# Legal question regarding bond waiver for Mexican resident suing in USA



## mark78 (Apr 18, 2011)

I have the problem that I need to take legal steps in USA as Mexican resident. Suing in USA implies that the plaintiff needs to provide surety by way of a bond guarantee as security against possible counter claims by the defendants and other costs of the trial. However, bond requirement can be waived if there is a mutual agreement that would allow US residents to sue in the respective country without being required to file a bond. Since Mexico is NAFTA and neighbor of the US, somebody may know about this legal question or where to find further information.

Any comments are highly appreciated. Thanks for your attention.

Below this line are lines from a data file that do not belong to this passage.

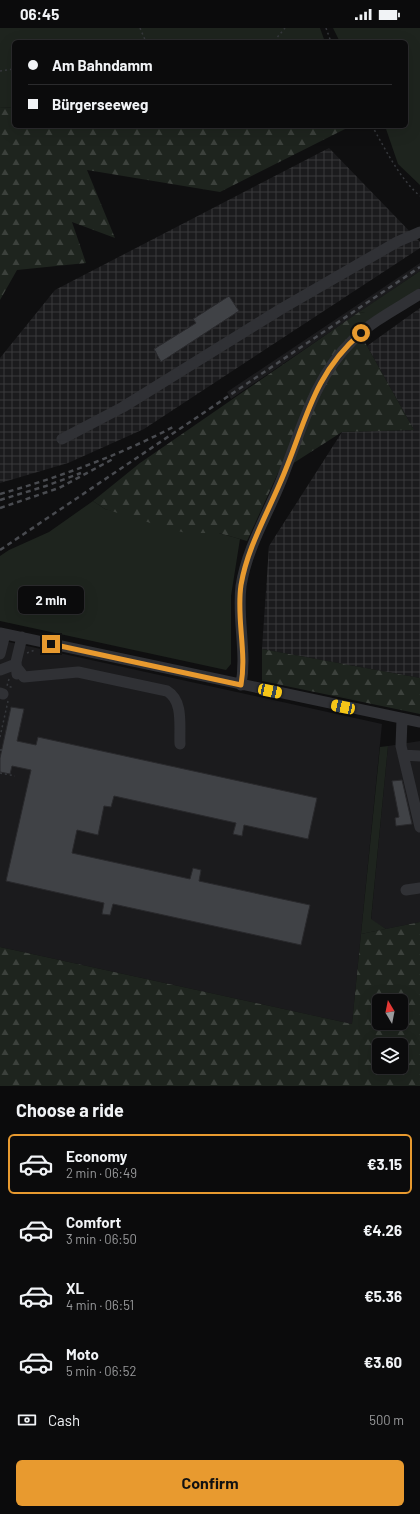 <!DOCTYPE html>
<html lang="en">
<head>
<meta charset="utf-8">
<style>
  body { margin:0; font-family:Barlow,sans-serif; background:#141415; color:#f1f3f6; height:100vh; display:flex; flex-direction:column; font-size:15px; white-space:nowrap }
  * { box-sizing:border-box; margin:0 }
  p { font-size:13px; color:#9a9b9d }
  .icon { flex:none; width:22px; height:22px; fill:none; stroke:currentColor; stroke-width:2; stroke-linecap:round; stroke-linejoin:round }
  .map { position:relative; height:1058px; overflow:hidden }
  .details { display:flex; flex-direction:column; background:#0b0b0c; flex:1 }
  .details>* { flex:none }
  .hud { position:absolute; left:12px; top:12px; width:396px; height:88px; border-radius:6px; box-shadow:0 4px 16px #0002,0 0 0 1px #2b2b2d; display:grid; align-content:center; height:88px; padding:0 16px; background:#0b0b0c }
  .needle { width:26px; rotate:350deg }
  .tools { position:absolute; left:372px; top:966px; display:grid; gap:8px }
  .tools a { display:grid; place-items:center; width:36px; height:36px; border-radius:6px; background:#0b0b0c; box-shadow:0 4px 16px #0002,0 0 0 1px #2b2b2d; font-size:20px }
  .end { position:absolute; width:18px; height:18px; margin:-9px; border:5px solid #e89a2f; background:#111; box-shadow:0 0 0 2px #111 }
  .from { border-radius:50% }
  .bubble { position:absolute; height:28px; border-radius:6px; background:#0b0b0c; box-shadow:0 4px 16px #0002,0 0 0 1px #2b2b2d; font-size:13px; font-weight:700; line-height:28px; text-align:center }
  .car { position:absolute; width:12px; height:24px; margin:-12px -6px; border-radius:5px; box-shadow:0 0 3px 1px #0007; background:linear-gradient(#f5c518 24%,#345 0 40%,#f5c518 0 76%,#345 0 86%,#f5c518 0) }
  .hud b { display:flex; align-items:center; gap:14px; height:38px; font-size:15px }
  .hud b+b { border-top:1px solid #2b2b2d }
  .hud i { width:10px; height:10px; background:#f1f3f6 }
  ul { padding:0; list-style:none }
  li { display:flex; align-items:center; gap:12px; height:60px; margin:0 8px 6px; padding:0 8px; border:2px solid transparent; border-radius:6px }
  li div { flex:1 }
  li b { display:block; font-size:15px }
  li em { font-style:normal; font-weight:700 }
  li.on { border-color:#e89a2f }
  li>.icon { width:36px; height:36px; stroke-width:1.5 }
  h2 { padding:0 16px; font-size:18px; line-height:48px }
  .pay { display:flex; align-items:center; gap:10px; height:44px; padding:0 16px; font-size:15px }
  .pay p { margin-inline-start:auto }
  .button { display:flex; gap:8px; margin-top:auto; padding:8px 16px }
  .button a { flex:1; height:46px; border-radius:6px; background:#e89a2f; color:#111; font-size:16px; font-weight:700; line-height:46px; text-align:center }
  .status { display:flex; justify-content:space-between; align-items:center; height:28px; padding:0 20px; background:#0b0b0c; direction:ltr }
  .status svg { height:11px; fill:currentColor }
  .map>svg:first-child { display:block }
  .built { fill:#1b1b1d }
  .industrial { fill:url(#industrial-grid) }
  .green { fill:#1e241e }
  .forest { fill:url(#forest-firs); fill-rule:evenodd }
  .building { fill:#404246; stroke:#29292c }
  .lines { fill:none; stroke-linecap:round; stroke-linejoin:round }
  .path { stroke:#36383c; stroke-width:1.5; stroke-dasharray:2 3; stroke-linecap:butt }
  .minor { stroke:#303135; stroke-width:11 }
  .rail { stroke:#494b50; stroke-width:2.5; stroke-dasharray:5 4; stroke-linecap:butt }
  .route { stroke:#e89a2f; stroke-width:5 }
</style>
</head>
<body>
<div class="status"><b>06:45</b><svg viewBox="0 0 49 12"><path d="M0 12V9h3v3zM5 12V6h3v6zM10 12V3h3v9zM15 12V0h3v12zM26 1h20v11H26zM47 4h2v5h-2z"/></svg></div>
<div class="map">
<svg width="420" height="1058" viewBox="0 0 420 1058">
  <defs>
    <pattern id="industrial-grid" width="8" height="8" patternUnits="userSpaceOnUse"><rect width="8" height="8" fill="#1b1b1d"/><path d="M0 4h8M4 0v8" fill="none" stroke="#39393b"/></pattern>
    <pattern id="forest-firs" width="22" height="20" patternUnits="userSpaceOnUse"><rect width="22" height="20" fill="#1e241e"/><path d="M5 1l3.5 6h-7zM16 11l3.5 6h-7z" fill="#3c413c"/></pattern>
  </defs>
  <rect width="100%" height="100%" fill="#0f0f10"/>
  <path class="built" d="M420,235V243L231,371L227,364Z
    M0,612L382,696L352,996L0,919Z
    M420,713V894L386,901L371,892L388,718Z"/>
  <path class="industrial" d="M329,120L420,214V220L144,401L68,435L0,455V330L55,262Z
    M420,280V650L262,621L269,518L342,404L414,402L367,318Z"/>
  <path class="green" d="M0,0H320L325,14H14V79L0,80Z
    M333,0H420V157L398,136L385,98H406V14H340Z
    M420,243V260L358,301L365,285L359,284Z
    M93,473L105,481L207,504L219,505L240,511L231,568V636L226,642L0,593V528L9,522L49,504Z
    M388,718L371,891L386,901L361,906L380,719Z"/>
  <path class="forest" d="M14,79V98H351L220,164L87,142L115,210L72,194L86,235L17,242L0,272V80Z
    M359,284L365,285L367,291L358,302L414,402L342,404L278,445L247,513L219,505H186L170,501L105,481L93,473L140,435Z
    M262,621L420,650V686L262,653Z
    M420,894V1058H0V919L352,996L361,906ZM379,973H401V995H379ZM379,1017H401V1039H379Z"/>
  <path class="building" d="M229,268L239,283L161,334L154,321L196,295L193,291Z
    M11,679L24,681L17,713L36,717L38,709L317,770L308,811L244,797L242,808L233,806L236,795L114,768L111,779L104,778L98,807L77,802L72,825L190,851L193,840L201,842L199,853L310,877L301,917L113,876L110,887L102,886L104,875L6,853L31,742L12,738L10,746L0,744V730Z
    M402,752L412,796L396,798L395,790L399,789L392,753Z"/>
  <g class="lines">
    <path class="path" d="M140,0L146,14
      M326,0L331,14
      M275,12L311,14
      M259,14L275,12L285,0
      M0,43L14,41
      M372,98C386,122 399,150 420,168
      M27,625L35,622
      M9,651L7,658L11,659L10,662
      M0,709L8,673
      M0,722H2
      M0,745L15,748"/>
    <path class="minor" d="M62,411L123,379L281,281L397,214L420,204
      M0,605L420,694
      M0,626L5,606
      M17,640L24,649L78,644L167,663C184,673 179,699 180,716
      M0,642L16,636
      M17,646L16,634L22,609
      M241,657C247,624 237,591 241,558C247,520 267,488 281,453C301,404 313,350 353,312C372,293 398,280 420,266
      M0,665L3,666
      M402,691L401,718L420,799
      M403,727L420,728
      M406,862L420,860"/>
    <path class="rail" d="M0,466C60,449 120,427 175,398
      M0,472L46,458L81,445
      M0,480L59,460L113,431
      M0,522L420,239"/>
  </g>
  <g class="lines">
    <path class="route" d="M51,616L241,657C247,624 236,590 241,557C247,521 266,488 280,455C305,399 311,348 361,305"/>
  </g>
</svg>
<div class="tools">
<a><svg class="needle" viewBox="-14 -14 28 28"><path d="M0-13l5 13h-10z" fill="#e53935"/><path d="M0 13l5-13h-10z" fill="#9a9b9d"/></svg></a>
<a><svg class="icon" aria-label="layers" viewBox="0 0 24 24"><path d="M12 4l9 5-9 5-9-5zM3 14l9 5 9-5"/></svg></a>
</div>
<i class="end from" style="left:361px;top:305px"></i>
<i class="end" style="left:51px;top:616px"></i>
<div class="bubble" style="left:18px;top:558px;width:66px">2 min</div>
<i class="car" style="left:270px;top:663px;rotate:102deg"></i>
<i class="car" style="left:343px;top:679px;rotate:282deg"></i>
<div class="hud">
<b><i class="from"></i>Am Bahndamm</b>
<b><i></i>Bürgerseeweg</b>
</div>
</div>
<section class="details">
<h2>Choose a ride</h2>
<ul>
<li class="on"><svg class="icon" aria-label="car" viewBox="0 0 24 24"><path d="M5 17H2v-5l4-1 3-4h7l3 4 3 1v5h-3M9 17h6M6 11h13"/><circle cx="7" cy="17" r="2"/><circle cx="17" cy="17" r="2"/></svg><div><b>Economy</b><p>2 min · 06:49</p></div><em>€3.15</em></li>
<li><svg class="icon" aria-label="car" viewBox="0 0 24 24"><path d="M5 17H2v-5l4-1 3-4h7l3 4 3 1v5h-3M9 17h6M6 11h13"/><circle cx="7" cy="17" r="2"/><circle cx="17" cy="17" r="2"/></svg><div><b>Comfort</b><p>3 min · 06:50</p></div><em>€4.26</em></li>
<li><svg class="icon" aria-label="car" viewBox="0 0 24 24"><path d="M5 17H2v-5l4-1 3-4h7l3 4 3 1v5h-3M9 17h6M6 11h13"/><circle cx="7" cy="17" r="2"/><circle cx="17" cy="17" r="2"/></svg><div><b>XL</b><p>4 min · 06:51</p></div><em>€5.36</em></li>
<li><svg class="icon" aria-label="car" viewBox="0 0 24 24"><path d="M5 17H2v-5l4-1 3-4h7l3 4 3 1v5h-3M9 17h6M6 11h13"/><circle cx="7" cy="17" r="2"/><circle cx="17" cy="17" r="2"/></svg><div><b>Moto</b><p>5 min · 06:52</p></div><em>€3.60</em></li>
</ul>
<div class="pay"><svg class="icon" aria-label="cash" viewBox="0 0 24 24"><path d="M3 7h18v10H3z"/><circle cx="12" cy="12" r="2"/></svg>Cash<p>500 m</p></div>
<div class="button"><a>Confirm</a></div>
</section>
</body>
</html>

Here is a quotation of the statutes:

... "A written request that the bond requirement be waived in accordance with section 14(c) of the Commodity Exchange Act, accompanied by sufficient proof that the country of which the complainant is a resident permits the filing of a complaint by a resident of the United States against a citizen of that country without the furnishing of a bond."


----------



## pappabee (Jun 22, 2010)

Wait a minute. The passage that you quote is in regard to a citizen of the US suing someone who is a citizen of another country and what it is asking is there a law in the other country that allows a non-citizen to sue a resident.

Also since you are quoting a section of the CEA I strongly suggest that you get the services of a qualified attorney. Not just one who has experience with the tort laws but one qualified to handle CEA cases.


----------



## mark78 (Apr 18, 2011)

pappabee said:


> Wait a minute. The passage that you quote is in regard to a citizen of the US suing someone who is a citizen of another country and what it is asking is there a law in the other country that allows a non-citizen to sue a resident.
> 
> Also since you are quoting a section of the CEA I strongly suggest that you get the services of a qualified attorney. Not just one who has experience with the tort laws but one qualified to handle CEA cases.


The passage says that residents from countries who waive US citizens from furnishing bonds when suing in their jurisdiction have no bond requirement when suing in US. That said, if Mexico allows US residents to file lawsuits without bond requirement, Mexican residents can do so as well in USA. I hope that there are some readers here who know of US/MEX legal relationship. I did a lot of research on the internet but found nothing. Hiring a lawyer is of course expensive and probably would result into nothing unless this issue is already known by the lawyer.


----------